Ему казалось, что Александр Иванович непременно догадается об истинной причине посещения дома епископа. Хотя Белокрылов и получил целые сутки для отдыха, но на праздное времяпрепровождение разрешения ему никто не давал. Да он и сам не позволит себе такой разболтанности. «Зайду к Александру Ивановичу и откровенно расскажу обо всем», — решил Белокрылов.
Он вошел в приемную председателя.
— Добрый день, товарищ Белокрылов! — приветливо поздоровалась с ним Ася, оторвавшись от машинки.
— Здравствуйте, Александр Иванович у себя?
— Да. Пройдите. Возможно, он вас и ждет.
— Откуда вы знаете?
— У меня должность такая — все знать. Я ведь женщина, а женщины любознательны.
— В нашем учреждении вам всего знать не полагается.
— Даже о мужчине, который мне симпатичен?
— Даже о нем, — не разделяя ее игривости, строго сказал Белокрылов. Он прошел к двери в кабинет и постучал.

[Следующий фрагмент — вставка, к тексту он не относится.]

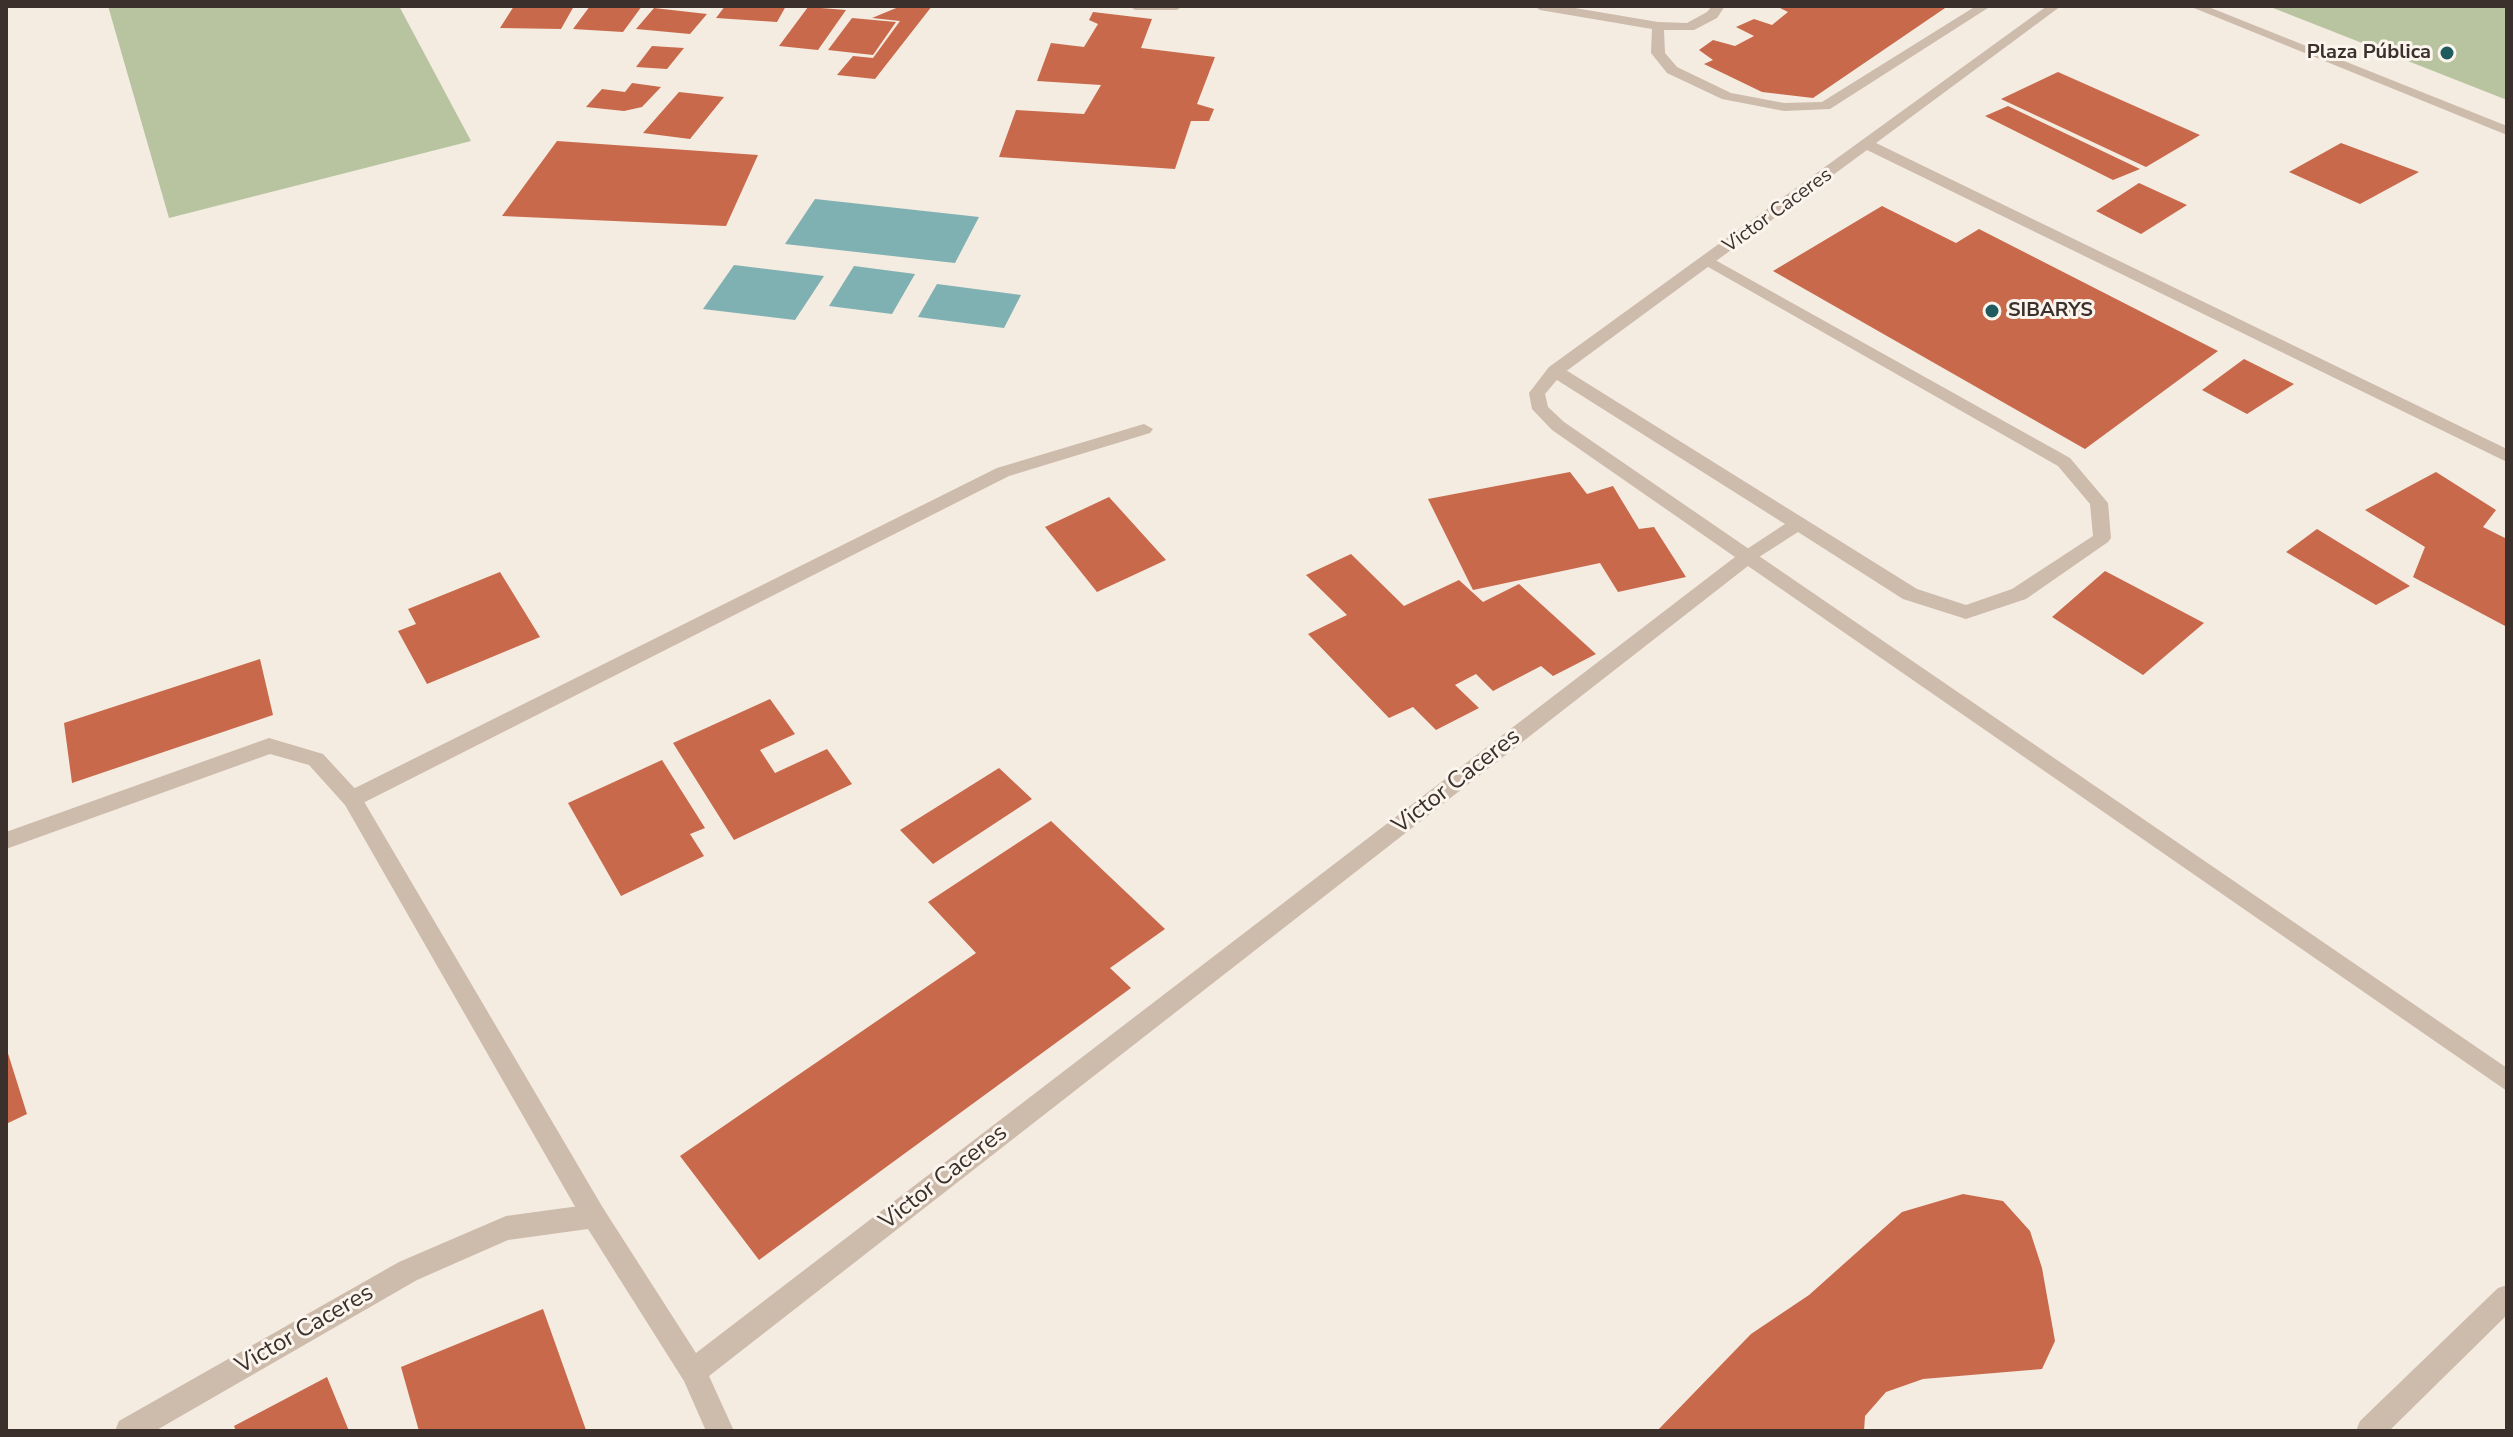 <!DOCTYPE html>
<html>
<head>
<meta charset="utf-8">
<style>
	body { margin:0 }
	#map { position:relative; width:2513px; height:1437px; overflow:hidden; background:#f4ebe1; font-family:"Nunito Sans",sans-serif }
	canvas { display:block }
	.frame { position:absolute; inset:0; border:8px solid #3b302b; pointer-events:none }
</style>
</head>
<body>
<div id="map">
<canvas width="2513" height="1437"></canvas>
<div class="frame"></div>
</div>
<script>
const ctx = document.querySelector('canvas').getContext('2d');
ctx.lineJoin = 'round';
function fill(path, color) { ctx.fillStyle = color; ctx.fill(path, 'evenodd'); }
const poly = rows => new Path2D(rows.map(r => 'M' + r).join(''));
function stroke(path, color, width, dash) { ctx.strokeStyle = color; ctx.lineWidth = width; ctx.lineCap = dash ? 'butt' : 'round'; ctx.setLineDash(dash || []); ctx.stroke(path); }
function write(font, color, halo, rows, align = 'center') {
  ctx.font = font + ' "Nunito Sans",sans-serif'; ctx.lineWidth = 6; ctx.setLineDash([]); ctx.textBaseline = 'middle'; ctx.strokeStyle = halo; ctx.fillStyle = color; for (const [text, x, y, turn = 0] of rows) {
    ctx.save(); ctx.translate(x, y); ctx.rotate((+turn || 0) * Math.PI / 180); ctx.textAlign = isNaN(turn) ? turn : align; if (halo) ctx.strokeText(text, 0, 0); ctx.fillText(text, 0, 0); ctx.restore();
  }
}
fill(poly([
	[108,6,399,6,471,141,169,218],
	[2268,6,2507,6,2507,100]
]), '#b8c4a0');
fill(poly([
	[815,199,979,217,955,263,785,244],
	[734,265,824,276,795,320,703,309],
	[854,266,915,274,892,314,829,306],
	[937,284,1021,295,1004,328,918,317]
]), '#7fb0b2');
fill(poly([
	[514,6,574,6,561,29,500,28],
	[590,6,642,6,623,32,573,29],
	[725,6,786,6,777,22,716,18],
	[901,6,932,6,875,79,837,75,853,56,873,58,900,21,872,18],
	[1776,6,1948,6,1813,98,1762,92,1704,64,1713,60,1699,50,1713,40,1735,46,1754,36,1736,27,1754,19,1772,25,1788,12],
	[808,7,846,10,818,50,779,46],
	[654,8,707,14,690,34,636,29],
	[1093,12,1152,19,1141,48,1215,57,1197,104,1214,109,1209,121,1191,121,1175,169,999,157,1016,110,1084,114,1101,85,1037,81,1051,43,1084,47,1098,24,1089,20],
	[852,18,896,22,873,55,828,50],
	[652,46,684,48,667,69,636,67],
	[2058,72,2200,135,2146,167,2001,99],
	[632,83,661,87,642,107,624,111,586,107,602,89,625,92],
	[679,92,724,97,690,139,643,133],
	[2008,106,2140,169,2113,180,1985,116],
	[557,141,758,155,726,226,502,216],
	[2341,143,2419,172,2360,204,2289,172],
	[2139,183,2187,205,2141,234,2096,211],
	[1882,206,1956,243,1979,229,2218,351,2085,449,1773,271],
	[2244,359,2294,384,2247,414,2202,390],
	[1570,472,1587,494,1613,486,1639,529,1654,527,1686,577,1618,592,1600,563,1473,590,1428,499],
	[2436,472,2496,510,2483,527,2507,539,2507,627,2413,577,2425,547,2365,510],
	[1109,497,1166,560,1097,592,1045,527],
	[2317,529,2410,586,2376,605,2286,552],
	[1351,554,1404,606,1459,580,1483,602,1519,584,1596,654,1553,676,1541,666,1493,691,1476,674,1455,685,1479,708,1436,730,1413,707,1389,718,1308,634,1347,615,1306,575],
	[2105,571,2204,623,2143,675,2052,617],
	[500,572,540,637,427,684,398,631,416,624,408,609],
	[260,659,273,715,72,783,64,723],
	[770,699,795,734,760,750,775,773,827,749,852,784,734,840,673,743],
	[662,760,705,828,690,834,704,856,621,896,568,803],
	[999,768,1032,799,933,864,900,830],
	[1051,821,1165,929,1110,968,1131,988,759,1260,680,1156,976,953,928,902],
	[6,1047,27,1114,6,1124],
	[1963,1194,2003,1201,2030,1231,2042,1268,2055,1341,2042,1369,1923,1379,1886,1392,1865,1416,1864,1431,1657,1431,1751,1334,1809,1295,1902,1212],
	[543,1309,586,1430,419,1431,401,1367],
	[327,1377,349,1431,236,1431,234,1426]
]), '#c8694b');
fill(poly([
	[1534,6,1563,6,1658,22,1687,23,1707,12,1712,6,1725,6,1717,18,1694,30,1664,30,1665,53,1677,67,1731,93,1784,103,1822,102,1976,6,1991,6,1830,109,1784,111,1722,99,1667,73,1651,53,1652,29,1540,10,1534,6],
	[1708,256,2070,458,2108,503,2111,538,2108,542,2026,599,1966,619,1903,599,1798,532,1756,559,1744,559,1741,555,1744,551,1785,524,1549,375,1549,367,1561,367,1917,589,1966,605,2012,589,2093,536,2090,504,2058,466,1703,264,1703,258,1708,256],
	[269,738,323,754,359,793,603,1208,607,1216,603,1224,594,1228,585,1224,345,805,309,765,270,754,6,849,6,832,269,738]
]), '#cdbbac');
fill(poly([
	[1129,6,1183,6,1177,10,1135,10,1129,6],
	[2047,6,2061,6,1876,143,2507,449,2507,462,1867,150,1561,375,1545,394,1548,407,1564,422,1749,549,1756,551,1759,556,2507,1068,2507,1091,1748,566,709,1376,734,1431,706,1431,684,1381,588,1229,508,1240,417,1280,155,1431,115,1431,119,1421,399,1262,506,1216,594,1204,603,1208,696,1353,1735,557,1552,430,1532,409,1529,393,1549,367,2047,6],
	[2189,6,2206,6,2507,126,2507,135,2189,6],
	[1144,424,1153,429,1150,433,1009,476,359,805,345,805,342,799,345,793,997,468,1144,424],
	[2507,1285,2507,1315,2389,1431,2356,1431,2360,1421,2498,1288,2507,1285]
]), '#cdbbac');
for (const [x, y, r, color] of [
	[2447,53,8,"#1f5a5e"],
	[1992,311,8,"#1f5a5e"]
]) { const dot = new Path2D(); dot.arc(x, y, r, 0, 2 * Math.PI); ctx.fillStyle = color; ctx.fill(dot); stroke(dot, '#fbf5ee', 3); }
write('bold 20px', '#3b302b', '#fbf5ee', [
	["Plaza Pública",2431,53],
	["SIBARYS",2008,311,"left"]
], 'right');
write('20px', '#3b302b', '#fbf5ee', [
	["Victor Caceres",1778,211,-36]
]);
write('24px', '#3b302b', '#fbf5ee', [
	["Victor Caceres",1457,782,-38],
	["Victor Caceres",944,1178,-38],
	["Victor Caceres",305,1330,-30]
]);
</script>
</body>
</html>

«Войдите!» — послышался голос Горбунова. Белокрылов вошел.
— Почему не отдыхаешь, Валентин Иванович? — вместо приветствия спросил председатель.
— Спасибо, я уже хорошо отдохнул, Александр Иванович.
— Садись. С чем пришел? Справиться о здоровье своего «хозяина»? Могу сказать, что он жив, здоров, чего тебе, конечно, не желает. Как ты его, а?.. Лихо! Молодчага! Младшего помощника своего видел? Гирыша?
— А как же?! Спасибо вам за то, что в городе запретили показываться. Курчавый и несколько его дружков еще на свободе. От них жди любой пакости.
— Да, Курчавый ушел. Но не надолго, все равно поймаем. Будем подчищать все оставшиеся корешки от Гулавского и Ростовского. Так с чем же пожаловал? Пока дел у меня для тебя нет. Даю еще сутки отдыха… Ради рождества Христова, — Горбунов засмеялся собственной шутке. — Как-никак, а ты от церкви не отлучен и сан имеешь: протоиерей. Когда бороду сбреешь?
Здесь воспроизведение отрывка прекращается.